> [EXERCISE INSTRUCTIONS] Within the listing below, tally the lines where the word "inline" appears, and answer with nothing but the tally.

> [EXTRACTED INFORMATION]

◆ ◆ ◆ ◆ ◆ ◆ ◆

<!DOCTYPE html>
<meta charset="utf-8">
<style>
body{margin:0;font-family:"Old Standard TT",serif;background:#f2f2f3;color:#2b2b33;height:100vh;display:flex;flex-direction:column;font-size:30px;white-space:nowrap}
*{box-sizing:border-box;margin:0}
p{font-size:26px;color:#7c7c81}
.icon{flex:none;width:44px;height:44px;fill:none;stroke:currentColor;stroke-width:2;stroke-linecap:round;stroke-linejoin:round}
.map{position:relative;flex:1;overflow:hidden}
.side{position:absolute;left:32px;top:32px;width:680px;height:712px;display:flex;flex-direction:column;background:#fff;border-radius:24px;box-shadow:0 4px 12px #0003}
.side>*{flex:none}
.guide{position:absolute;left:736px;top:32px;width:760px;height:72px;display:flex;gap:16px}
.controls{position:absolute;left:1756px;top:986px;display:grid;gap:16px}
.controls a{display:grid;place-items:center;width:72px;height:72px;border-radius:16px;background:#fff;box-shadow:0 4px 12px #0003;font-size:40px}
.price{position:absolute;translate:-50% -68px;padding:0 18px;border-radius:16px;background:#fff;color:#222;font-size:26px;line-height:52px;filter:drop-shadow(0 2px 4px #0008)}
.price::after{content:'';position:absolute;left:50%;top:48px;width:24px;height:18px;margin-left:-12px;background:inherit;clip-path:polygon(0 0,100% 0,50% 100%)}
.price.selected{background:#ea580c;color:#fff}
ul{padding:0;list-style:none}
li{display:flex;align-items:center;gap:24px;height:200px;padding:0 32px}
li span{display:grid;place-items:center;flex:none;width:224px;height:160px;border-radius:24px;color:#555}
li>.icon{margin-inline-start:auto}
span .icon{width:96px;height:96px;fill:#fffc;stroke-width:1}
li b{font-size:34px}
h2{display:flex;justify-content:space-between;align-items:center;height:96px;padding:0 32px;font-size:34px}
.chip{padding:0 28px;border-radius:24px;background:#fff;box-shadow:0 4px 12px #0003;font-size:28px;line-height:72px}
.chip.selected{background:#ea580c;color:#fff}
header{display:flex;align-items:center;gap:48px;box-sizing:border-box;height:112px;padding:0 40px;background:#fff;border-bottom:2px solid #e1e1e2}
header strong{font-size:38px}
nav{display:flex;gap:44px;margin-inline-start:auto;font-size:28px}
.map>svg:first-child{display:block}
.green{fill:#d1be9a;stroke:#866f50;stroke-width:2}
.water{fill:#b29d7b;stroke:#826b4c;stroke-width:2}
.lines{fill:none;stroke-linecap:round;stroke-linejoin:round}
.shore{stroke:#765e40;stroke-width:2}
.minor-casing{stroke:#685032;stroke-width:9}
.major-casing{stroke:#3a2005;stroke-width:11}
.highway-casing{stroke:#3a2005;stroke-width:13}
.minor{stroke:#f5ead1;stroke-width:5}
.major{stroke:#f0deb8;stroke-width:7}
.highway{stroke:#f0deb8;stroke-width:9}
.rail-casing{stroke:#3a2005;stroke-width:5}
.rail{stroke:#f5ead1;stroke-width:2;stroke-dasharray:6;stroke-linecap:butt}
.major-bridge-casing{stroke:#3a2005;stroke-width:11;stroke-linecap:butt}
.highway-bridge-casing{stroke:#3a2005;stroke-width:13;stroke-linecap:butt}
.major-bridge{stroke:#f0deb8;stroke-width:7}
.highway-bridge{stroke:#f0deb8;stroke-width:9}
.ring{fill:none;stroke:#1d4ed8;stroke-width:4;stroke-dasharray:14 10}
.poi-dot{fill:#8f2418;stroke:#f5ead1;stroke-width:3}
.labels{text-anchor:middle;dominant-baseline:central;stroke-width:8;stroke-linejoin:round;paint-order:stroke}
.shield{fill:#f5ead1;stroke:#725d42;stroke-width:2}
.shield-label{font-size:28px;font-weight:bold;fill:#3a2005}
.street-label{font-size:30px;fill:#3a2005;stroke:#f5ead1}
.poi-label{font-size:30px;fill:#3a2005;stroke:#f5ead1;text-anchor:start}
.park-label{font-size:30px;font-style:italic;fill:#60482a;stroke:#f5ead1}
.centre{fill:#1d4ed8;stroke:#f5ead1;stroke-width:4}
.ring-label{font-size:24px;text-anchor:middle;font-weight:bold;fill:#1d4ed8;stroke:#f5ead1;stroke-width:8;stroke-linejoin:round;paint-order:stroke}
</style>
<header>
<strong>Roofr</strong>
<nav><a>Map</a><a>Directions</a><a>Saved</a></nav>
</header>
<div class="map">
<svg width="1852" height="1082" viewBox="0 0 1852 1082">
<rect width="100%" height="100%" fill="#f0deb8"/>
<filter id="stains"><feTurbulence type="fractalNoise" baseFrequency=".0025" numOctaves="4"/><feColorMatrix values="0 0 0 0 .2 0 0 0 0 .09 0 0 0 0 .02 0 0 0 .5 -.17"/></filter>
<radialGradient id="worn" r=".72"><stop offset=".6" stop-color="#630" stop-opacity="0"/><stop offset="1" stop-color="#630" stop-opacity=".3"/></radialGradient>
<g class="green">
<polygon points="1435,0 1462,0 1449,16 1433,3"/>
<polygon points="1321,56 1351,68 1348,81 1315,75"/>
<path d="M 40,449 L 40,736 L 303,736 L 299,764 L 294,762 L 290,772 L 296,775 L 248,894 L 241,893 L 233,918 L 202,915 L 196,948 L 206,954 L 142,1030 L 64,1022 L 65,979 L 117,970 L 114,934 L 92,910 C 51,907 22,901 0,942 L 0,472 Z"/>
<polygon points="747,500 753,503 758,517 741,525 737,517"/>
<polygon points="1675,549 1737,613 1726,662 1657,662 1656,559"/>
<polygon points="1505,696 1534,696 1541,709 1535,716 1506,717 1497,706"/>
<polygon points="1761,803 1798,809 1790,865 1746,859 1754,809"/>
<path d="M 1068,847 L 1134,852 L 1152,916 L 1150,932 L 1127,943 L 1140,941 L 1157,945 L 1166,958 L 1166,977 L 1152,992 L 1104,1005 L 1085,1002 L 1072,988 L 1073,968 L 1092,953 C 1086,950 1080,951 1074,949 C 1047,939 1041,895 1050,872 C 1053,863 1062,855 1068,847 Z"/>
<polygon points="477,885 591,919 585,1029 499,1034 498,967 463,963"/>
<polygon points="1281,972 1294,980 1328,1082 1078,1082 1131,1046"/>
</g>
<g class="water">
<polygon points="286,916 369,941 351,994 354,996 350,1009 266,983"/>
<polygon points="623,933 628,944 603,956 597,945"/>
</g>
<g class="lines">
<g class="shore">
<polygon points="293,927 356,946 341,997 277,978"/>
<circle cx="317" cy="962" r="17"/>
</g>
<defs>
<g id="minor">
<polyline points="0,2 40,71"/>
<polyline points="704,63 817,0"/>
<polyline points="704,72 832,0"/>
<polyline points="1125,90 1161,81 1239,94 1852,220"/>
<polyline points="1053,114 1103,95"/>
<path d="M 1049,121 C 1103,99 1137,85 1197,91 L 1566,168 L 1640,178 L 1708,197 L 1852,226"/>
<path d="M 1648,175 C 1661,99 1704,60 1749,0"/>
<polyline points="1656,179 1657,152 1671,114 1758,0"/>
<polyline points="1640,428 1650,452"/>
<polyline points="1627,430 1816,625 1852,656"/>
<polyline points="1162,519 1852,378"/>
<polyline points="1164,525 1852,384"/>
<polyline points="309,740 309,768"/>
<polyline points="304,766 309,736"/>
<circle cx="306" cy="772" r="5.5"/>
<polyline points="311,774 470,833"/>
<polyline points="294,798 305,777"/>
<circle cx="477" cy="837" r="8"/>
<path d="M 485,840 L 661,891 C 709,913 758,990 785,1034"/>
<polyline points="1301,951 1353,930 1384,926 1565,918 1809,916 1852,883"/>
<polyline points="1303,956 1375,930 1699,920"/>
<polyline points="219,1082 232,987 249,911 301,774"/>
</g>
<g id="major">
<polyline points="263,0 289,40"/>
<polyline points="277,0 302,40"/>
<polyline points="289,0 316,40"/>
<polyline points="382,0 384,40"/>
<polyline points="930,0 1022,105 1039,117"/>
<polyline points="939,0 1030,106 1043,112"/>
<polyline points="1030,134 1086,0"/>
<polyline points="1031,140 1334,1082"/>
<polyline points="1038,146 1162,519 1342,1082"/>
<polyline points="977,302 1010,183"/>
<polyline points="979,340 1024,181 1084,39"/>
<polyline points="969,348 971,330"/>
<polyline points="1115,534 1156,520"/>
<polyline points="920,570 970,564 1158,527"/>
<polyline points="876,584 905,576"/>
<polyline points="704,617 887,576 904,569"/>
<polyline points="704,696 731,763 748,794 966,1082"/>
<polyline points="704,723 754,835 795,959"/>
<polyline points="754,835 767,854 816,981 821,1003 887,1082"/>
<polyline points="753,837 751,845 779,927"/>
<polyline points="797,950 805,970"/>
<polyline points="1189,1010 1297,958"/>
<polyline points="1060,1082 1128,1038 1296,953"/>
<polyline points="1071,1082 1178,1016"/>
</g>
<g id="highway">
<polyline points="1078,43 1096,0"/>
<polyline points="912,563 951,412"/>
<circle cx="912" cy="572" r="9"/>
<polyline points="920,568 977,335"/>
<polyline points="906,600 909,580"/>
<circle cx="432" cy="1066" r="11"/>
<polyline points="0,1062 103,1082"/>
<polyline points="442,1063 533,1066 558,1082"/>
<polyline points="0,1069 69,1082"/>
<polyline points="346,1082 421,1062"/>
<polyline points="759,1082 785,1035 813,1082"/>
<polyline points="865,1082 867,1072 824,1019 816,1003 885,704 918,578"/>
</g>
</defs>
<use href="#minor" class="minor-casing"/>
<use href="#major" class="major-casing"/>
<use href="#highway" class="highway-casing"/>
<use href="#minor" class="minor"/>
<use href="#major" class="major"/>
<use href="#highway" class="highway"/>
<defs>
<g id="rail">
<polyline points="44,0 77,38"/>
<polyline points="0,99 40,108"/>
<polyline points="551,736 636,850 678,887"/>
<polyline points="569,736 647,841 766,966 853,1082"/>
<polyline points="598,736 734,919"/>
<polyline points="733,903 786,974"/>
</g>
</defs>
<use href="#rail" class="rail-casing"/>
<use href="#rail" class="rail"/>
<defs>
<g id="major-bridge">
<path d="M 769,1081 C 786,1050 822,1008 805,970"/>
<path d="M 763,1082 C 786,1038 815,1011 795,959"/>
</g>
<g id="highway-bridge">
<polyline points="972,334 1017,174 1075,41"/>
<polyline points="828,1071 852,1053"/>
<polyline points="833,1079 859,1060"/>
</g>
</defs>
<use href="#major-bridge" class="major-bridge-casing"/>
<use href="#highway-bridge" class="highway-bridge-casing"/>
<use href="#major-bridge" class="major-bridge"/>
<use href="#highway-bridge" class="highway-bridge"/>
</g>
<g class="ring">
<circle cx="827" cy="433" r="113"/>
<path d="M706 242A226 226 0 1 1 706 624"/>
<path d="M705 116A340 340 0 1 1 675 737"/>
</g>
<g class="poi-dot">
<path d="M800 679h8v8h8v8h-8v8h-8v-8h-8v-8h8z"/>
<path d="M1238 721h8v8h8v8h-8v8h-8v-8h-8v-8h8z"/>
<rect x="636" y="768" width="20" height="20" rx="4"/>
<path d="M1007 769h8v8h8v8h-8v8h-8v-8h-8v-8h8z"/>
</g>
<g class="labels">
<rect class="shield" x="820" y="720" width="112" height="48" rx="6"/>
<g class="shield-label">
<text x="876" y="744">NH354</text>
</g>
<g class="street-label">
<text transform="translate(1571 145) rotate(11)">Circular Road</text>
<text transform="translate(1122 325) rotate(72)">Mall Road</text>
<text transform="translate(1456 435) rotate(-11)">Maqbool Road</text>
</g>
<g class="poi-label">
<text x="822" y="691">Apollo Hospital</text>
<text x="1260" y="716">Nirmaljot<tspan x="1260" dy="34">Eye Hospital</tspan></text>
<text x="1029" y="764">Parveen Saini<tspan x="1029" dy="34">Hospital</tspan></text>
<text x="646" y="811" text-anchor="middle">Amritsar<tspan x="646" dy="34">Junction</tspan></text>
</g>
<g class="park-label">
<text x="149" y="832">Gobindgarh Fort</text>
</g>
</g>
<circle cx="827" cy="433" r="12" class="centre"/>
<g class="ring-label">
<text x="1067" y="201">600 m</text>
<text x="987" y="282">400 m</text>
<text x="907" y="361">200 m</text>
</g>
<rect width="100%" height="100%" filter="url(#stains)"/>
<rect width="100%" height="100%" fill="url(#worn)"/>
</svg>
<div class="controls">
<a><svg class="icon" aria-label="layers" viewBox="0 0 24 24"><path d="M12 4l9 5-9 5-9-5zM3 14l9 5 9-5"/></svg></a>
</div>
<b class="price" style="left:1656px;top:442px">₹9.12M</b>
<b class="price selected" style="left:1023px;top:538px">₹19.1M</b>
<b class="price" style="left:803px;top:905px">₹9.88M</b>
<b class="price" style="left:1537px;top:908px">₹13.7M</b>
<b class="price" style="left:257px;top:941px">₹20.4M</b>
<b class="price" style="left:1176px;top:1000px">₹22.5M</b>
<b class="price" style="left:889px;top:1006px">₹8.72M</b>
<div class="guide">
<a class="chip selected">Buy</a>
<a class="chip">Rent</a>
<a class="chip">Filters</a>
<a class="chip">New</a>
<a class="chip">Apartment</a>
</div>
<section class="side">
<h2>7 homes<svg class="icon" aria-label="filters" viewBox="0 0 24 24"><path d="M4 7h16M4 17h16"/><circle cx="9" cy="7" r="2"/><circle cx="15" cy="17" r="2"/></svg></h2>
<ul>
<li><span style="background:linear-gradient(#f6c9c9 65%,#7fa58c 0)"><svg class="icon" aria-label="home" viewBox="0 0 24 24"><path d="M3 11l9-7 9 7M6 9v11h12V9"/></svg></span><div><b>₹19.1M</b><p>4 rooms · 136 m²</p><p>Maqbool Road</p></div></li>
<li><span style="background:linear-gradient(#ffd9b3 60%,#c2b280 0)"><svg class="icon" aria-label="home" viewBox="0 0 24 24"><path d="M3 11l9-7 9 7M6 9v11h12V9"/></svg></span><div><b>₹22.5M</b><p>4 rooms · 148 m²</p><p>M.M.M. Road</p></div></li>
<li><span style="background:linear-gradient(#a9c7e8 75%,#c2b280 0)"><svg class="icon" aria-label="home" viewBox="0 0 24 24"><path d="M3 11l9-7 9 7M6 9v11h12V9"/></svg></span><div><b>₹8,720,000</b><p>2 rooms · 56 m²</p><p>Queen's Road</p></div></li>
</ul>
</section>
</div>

◆ ◆ ◆ ◆ ◆ ◆ ◆

> [RESULT] 2